LEIs will be crucial to improving the monitoring of systemic risk for regulators, however, financial institutions can also utilise this code for data aggregation to improve internal data flow and risk management, explains Darren Marsh of Interactive Data. Comments from the Podcast “LEIs – Increasing Usability & Benefits of the New Standardised Identifier.”
The introduction of a global and standardised Legal Entity Identifier (LEI) is primarily intended to provide regulators with the tools to monitor systemic risk. However, this new identifier, which will straddle all of the existing identifiers, can be used to support financial institutions with the enormous process of aggregating information from various sources and across the entire enterprise.
The LEI as a standalone code, doesn’t provide much benefit. Where the code could become very useful is when it is packaged with additional content, such as the underlying reference data and is used as a tool to aggregate different identifiers to support a firm’s business requirements.
Specifically, the fact that this code can be freely passed between firms, as well as firms and regulators, and can include all of the essential underlying information means that financial institutions can use it for aggregating information across the enterprise to achieve greater operational efficiency.
I fully expect the data vendor community to become the main distribution point for LEI, linking it in to existing data services.
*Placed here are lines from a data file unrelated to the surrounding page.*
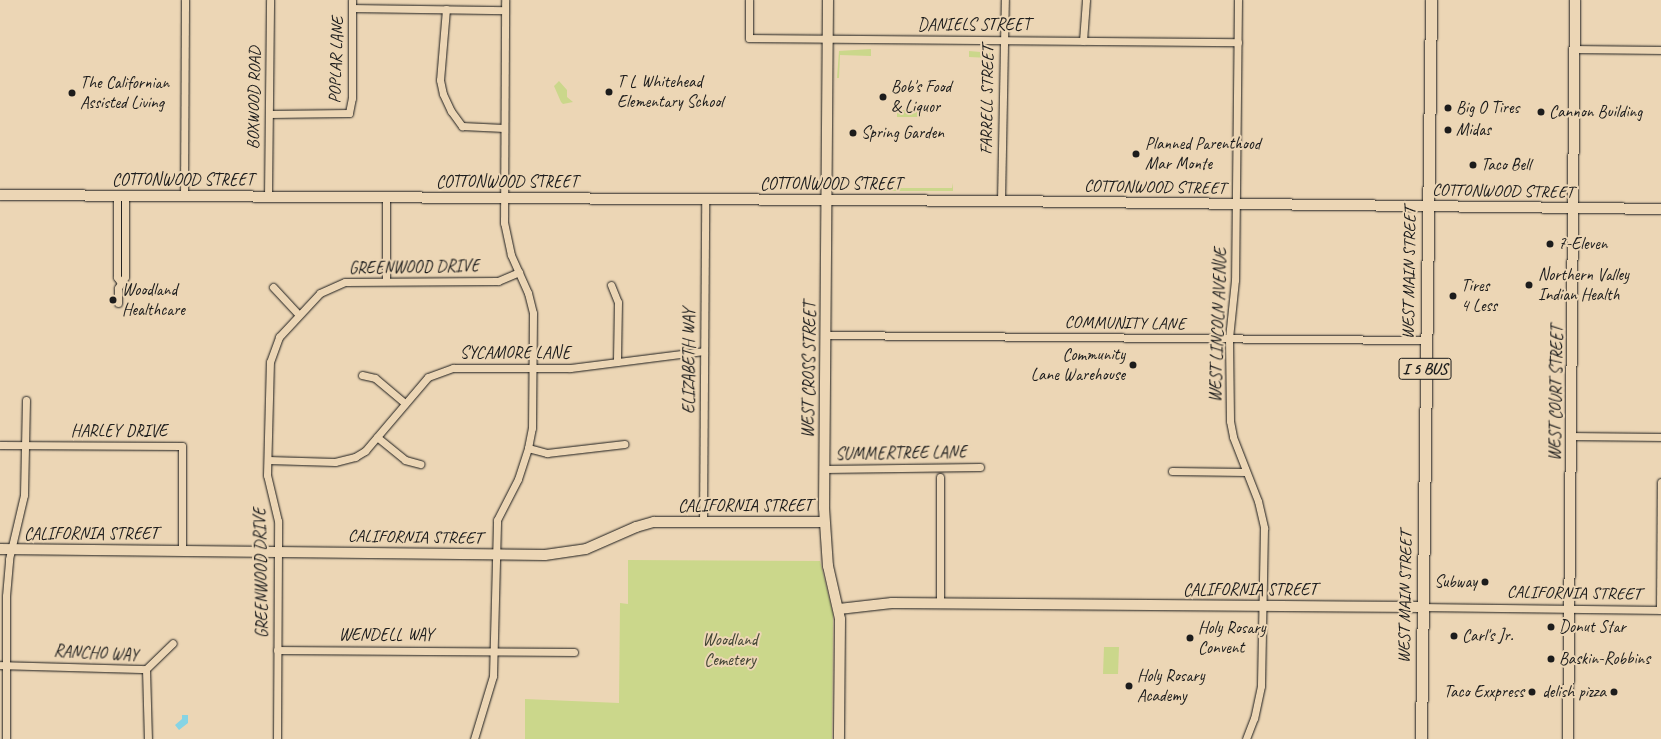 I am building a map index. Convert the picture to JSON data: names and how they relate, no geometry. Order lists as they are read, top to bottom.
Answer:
{
  "streets": {
    "main road": ["WEST MAIN STREET", "I 5 BUS"],
    "street": [
      "DANIELS STREET",
      "POPLAR LANE",
      "BOXWOOD ROAD",
      "FARRELL STREET",
      "COTTONWOOD STREET",
      "GREENWOOD DRIVE",
      "COMMUNITY LANE",
      "WEST LINCOLN AVENUE",
      "SYCAMORE LANE",
      "ELIZABETH WAY",
      "WEST CROSS STREET",
      "WEST COURT STREET",
      "HARLEY DRIVE",
      "SUMMERTREE LANE",
      "CALIFORNIA STREET",
      "WENDELL WAY",
      "RANCHO WAY"
    ]
  },
  "crossings": [
    ["DANIELS STREET", "FARRELL STREET"],
    ["DANIELS STREET", "WEST LINCOLN AVENUE"],
    ["DANIELS STREET", "WEST CROSS STREET"],
    ["POPLAR LANE", "BOXWOOD ROAD"],
    ["BOXWOOD ROAD", "COTTONWOOD STREET"],
    ["FARRELL STREET", "COTTONWOOD STREET"],
    ["COTTONWOOD STREET", "WEST MAIN STREET"],
    ["COTTONWOOD STREET", "WEST LINCOLN AVENUE"],
    ["COTTONWOOD STREET", "ELIZABETH WAY"],
    ["COTTONWOOD STREET", "WEST CROSS STREET"],
    ["COTTONWOOD STREET", "WEST COURT STREET"],
    ["GREENWOOD DRIVE", "SYCAMORE LANE"],
    ["GREENWOOD DRIVE", "CALIFORNIA STREET"],
    ["GREENWOOD DRIVE", "WENDELL WAY"],
    ["WEST MAIN STREET", "COMMUNITY LANE"],
    ["WEST MAIN STREET", "CALIFORNIA STREET"],
    ["COMMUNITY LANE", "WEST LINCOLN AVENUE"],
    ["COMMUNITY LANE", "WEST CROSS STREET"],
    ["WEST LINCOLN AVENUE", "CALIFORNIA STREET"],
    ["SYCAMORE LANE", "ELIZABETH WAY"],
    ["ELIZABETH WAY", "CALIFORNIA STREET"],
    ["WEST CROSS STREET", "SUMMERTREE LANE"],
    ["WEST CROSS STREET", "CALIFORNIA STREET"],
    ["WEST COURT STREET", "CALIFORNIA STREET"],
    ["HARLEY DRIVE", "CALIFORNIA STREET"]
  ],
  "parks": ["Woodland Cemetery"],
  "places": [
    "T L Whitehead Elementary School",
    "The Californian Assisted Living",
    "Bob's Food & Liquor",
    "Big O Tires",
    "Cannon Building",
    "Midas",
    "Spring Garden",
    "Planned Parenthood Mar Monte",
    "Taco Bell",
    "7-Eleven",
    "Northern Valley Indian Health",
    "Tires 4 Less",
    "Woodland Healthcare",
    "Community Lane Warehouse",
    "Subway",
    "Donut Star",
    "Carl's Jr.",
    "Holy Rosary Convent",
    "Baskin-Robbins",
    "Holy Rosary Academy",
    "Taco Exxpress",
    "delish pizza"
  ]
}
It is through this process that the LEI will proliferate firms’ databases and provide a standard for data comparison both across the internal databases and also when evaluating and implementing vendor feeds.
There are various potential operational benefits firms could achieve through linking the LEI code with other data. With the aggregation of data, there is the possibility to reduce the amount of reconciliation required across the internal databases and provide more interoperability across systems that run off of different identification schemas. From a clearing and settlement perspective, more accurate identification of counterparties could negate the amount of breaks in trades due to incomplete or inaccurate counterparty data.
When processing entity-level corporate actions information, for mergers and acquisitions notifications specifically, the LEI could eventually negate the need for firms to support complicated cross-referencing of data from different vendors across different proprietary identification codes. It could also, potentially, remove the need to match the information from the single instrument ID and then try and work it back up to the issuer level and then proliferate back down again to the entire instrument IDs that represent individual positions across the organisation.
Data linking via the LEI code can also help financial institutions improve data flow, data timeliness and risk management.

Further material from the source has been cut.